Jerome Powell, presidente do FED, resolveu na semana passada aplicar também um cavalo de pau esplêndido – que, curiosamente, guarda paralelos com o que se deu por aqui. No início de outubro, ele havia dito que o juro precisaria percorrer “um longo caminho” até chegar ao ponto de neutralidade – aquele que induz a economia a crescer em ritmo de cruzeiro com inflação estável. A fala obviamente sugeria elevações adicionais do juro no futuro e, não por acaso, a taxa para 10 anos começou a subir a ponto de registrar, em poucos dias, o maior patamar desde 2010.
Na quarta passada, no entanto, Powell reformulou a orientação e disse que o juro estaria “um pouco abaixo” do neutro. Dentro do espectro que separa um discurso brando de um agressivo, a nova sinalização se encontra a quilômetros de distância da anterior. É verdade que a comunicação dos bancos centrais não é – e não deve ser – precisa, mas ao substituir a expressão “um longo caminho” por “um pouco abaixo”, Powell mudou a perspectiva da água para o vinho. Após a mudança, o juro de dez anos devolveu toda a alta acumulada recentemente.
O cavalo de pau do FED se deu em um contexto de forte volatilidade em preços de ativos, particularmente nos índices das bolsas de valores, em meio a indícios de que a economia estaria perdendo força – como era o caso no Brasil em 2011. No início de outubro, o S&P 500 encontrava-se em trajetória firme de alta, acumulando ganho de 14% frente ao nadir registrado em meados de fevereiro. Desde então a tendência se inverteu e se Powell não tivesse feito nada, a bolsa provavelmente não compensaria as perdas da inflação em 2018. A economia, por sua vez, ainda está relativamente bem, mas os indicadores de confiança murcharam, alguns setores estão patinando e os spreads de risco têm aumentado.
Donald Trump, cuja autoconfiança é parecida com a de nossa ex-presidente, não estava contente com o rumo da política monetária. Nenhum político gosta de apertar o cinto, mas alguns, como o magnata, acham que reclamar faz bem. Em uma mensagem em que agradecia a si próprio pela queda dos preços do petróleo, Trump aproveitou para buzinar na orelha da autoridade monetária, avisando com a delicadeza que lhe é peculiar que só o FED estava preocupado com a inflação. Ao fazer isso, pôs em risco a credibilidade da instituição, prejudicando a potência da política monetária. Esse tipo de atitude já não surpreende mais ninguém e apenas mostra como é preciso se esforçar bastante para arranhar a reputação do FED – aqui é bem mais fácil.
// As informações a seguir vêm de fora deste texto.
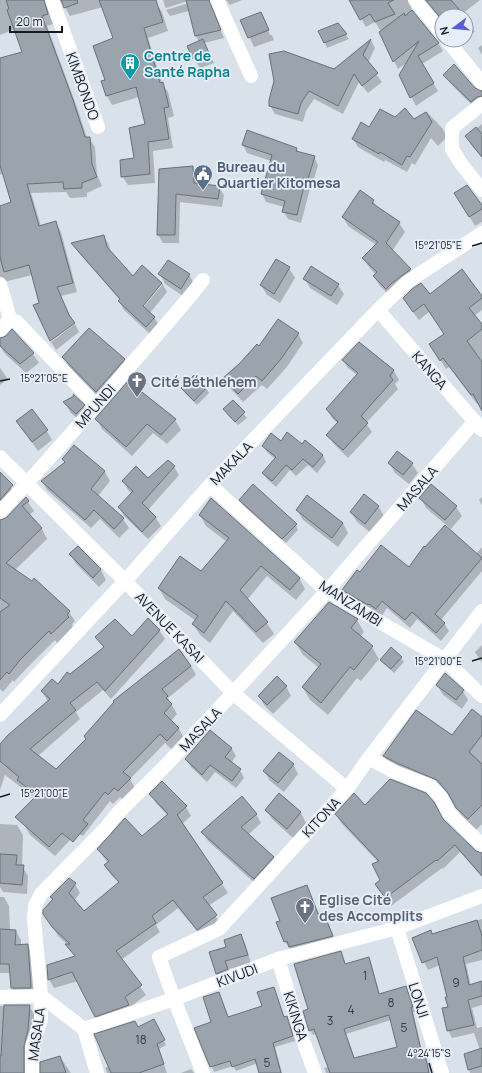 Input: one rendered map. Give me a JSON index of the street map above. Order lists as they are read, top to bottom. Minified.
{"streets":{"street":["KIMBONDO","KANGA","MPUNDI","MAKALA","MASALA","MANZAMBI","AVENUE KASAI","KITONA","KIVUDI","LONJI","KIKINGA"]},"crossings":[["KANGA","MAKALA"],["KANGA","MASALA"],["MPUNDI","AVENUE KASAI"],["MAKALA","MANZAMBI"],["MAKALA","AVENUE KASAI"],["MASALA","MANZAMBI"],["MASALA","AVENUE KASAI"],["MANZAMBI","KITONA"],["AVENUE KASAI","KITONA"],["KITONA","KIVUDI"],["KIVUDI","LONJI"],["KIVUDI","KIKINGA"]],"places":{"building":["Centre de Santé Rapha"],"public building":["Bureau du Quartier Kitomesa"],"church":["Cité Béthlehem","Eglise Cité des Accomplits"]},"house_numbers":["1","9","8","4","3","5","18","5"],"scale_bar":"20 m","north":"left","coordinates":["15°21'05\"E","15°21'00\"E","4°24'15\"S"]} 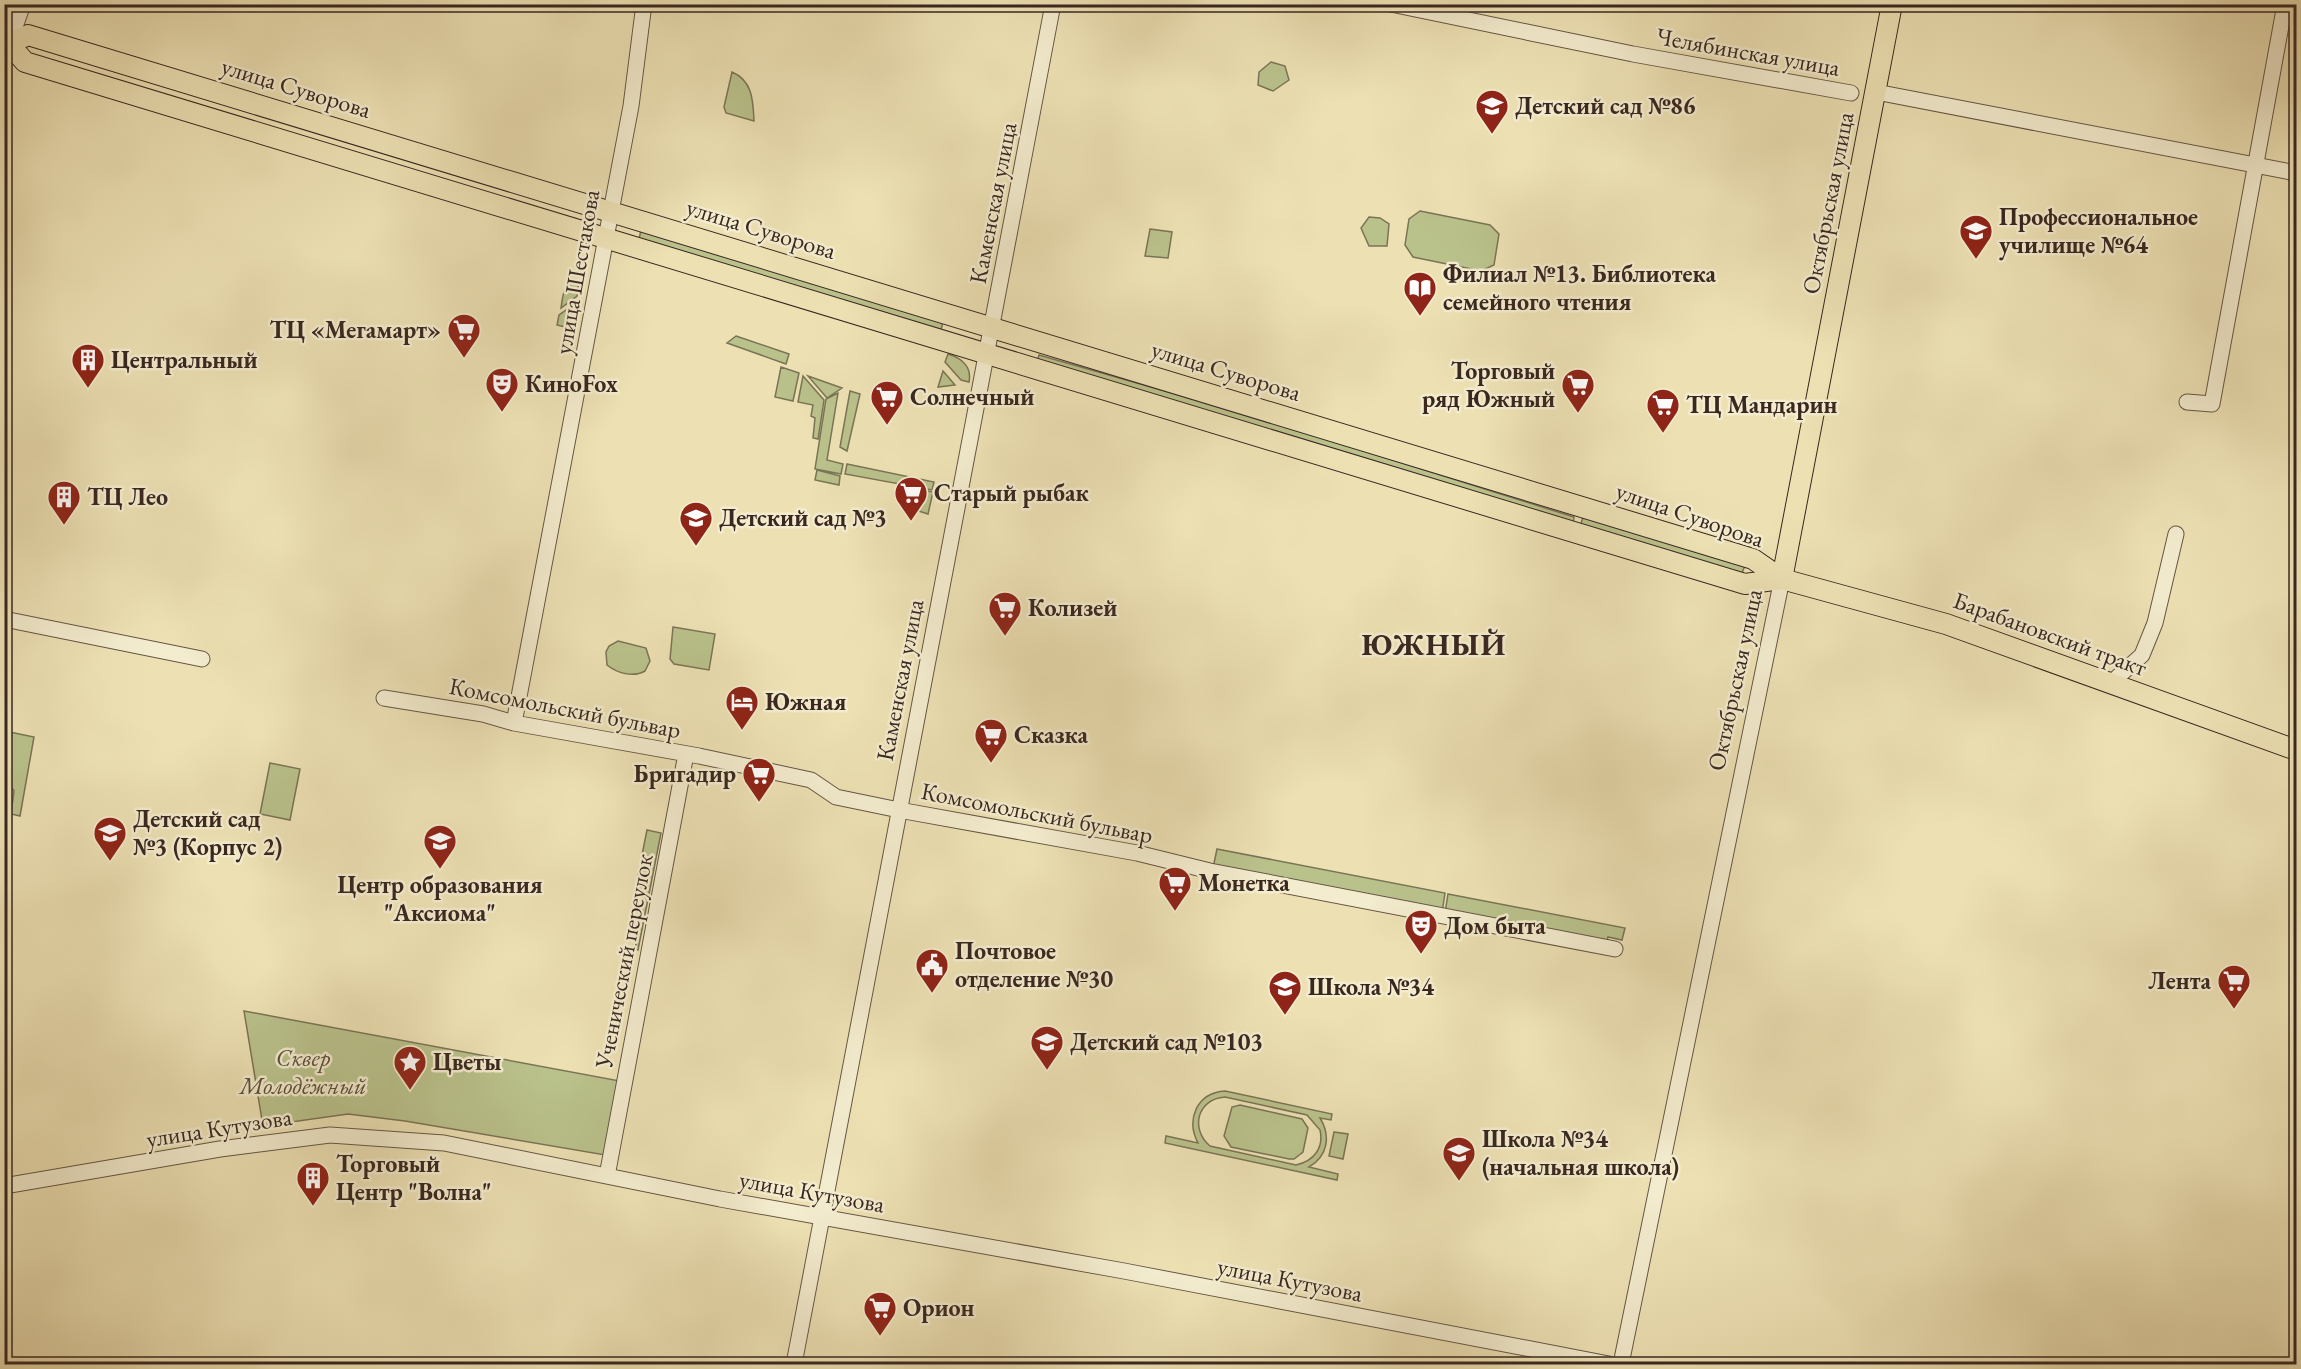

As minutas da reunião de novembro do FOMC (o Copom americano) mostram que o FED estava ciente dos desafios maiores do cenário e havia decidido a não se comprometer com uma trajetória determinada de ajustes da taxa de juro no ano que vem. Preferia deixar aberta a possibilidade de pausas técnicas dependentes dos acontecimentos. Ou seja, a fala recente de Powell refletiu o entendimento do colegiado do começo do mês e não necessariamente tem a ver com as lambanças de Trump. Nesse ponto o episódio americano difere da saga tupiniquim. Diferenças à parte, façamos justiça: o que se deu lá foi também um belo cavalo de pau.
A pergunta de vários bilhões de dólares é saber por que o FED ficou assustado e quais as implicações da mudança. A primeira resposta é simples e tem a ver com o conservadorismo que deve nortear nossas ações em ambiente de incerteza. Trata-se, no contexto da política monetária, do “Princípio de Brainard” introduzido em um célebre artigo de 1967 da American Economic Review. Em termos mundanos, a ideia pode ser enunciada como: “se você não sabe direito o que está fazendo, não faça nada e, se fizer, vá devagar”.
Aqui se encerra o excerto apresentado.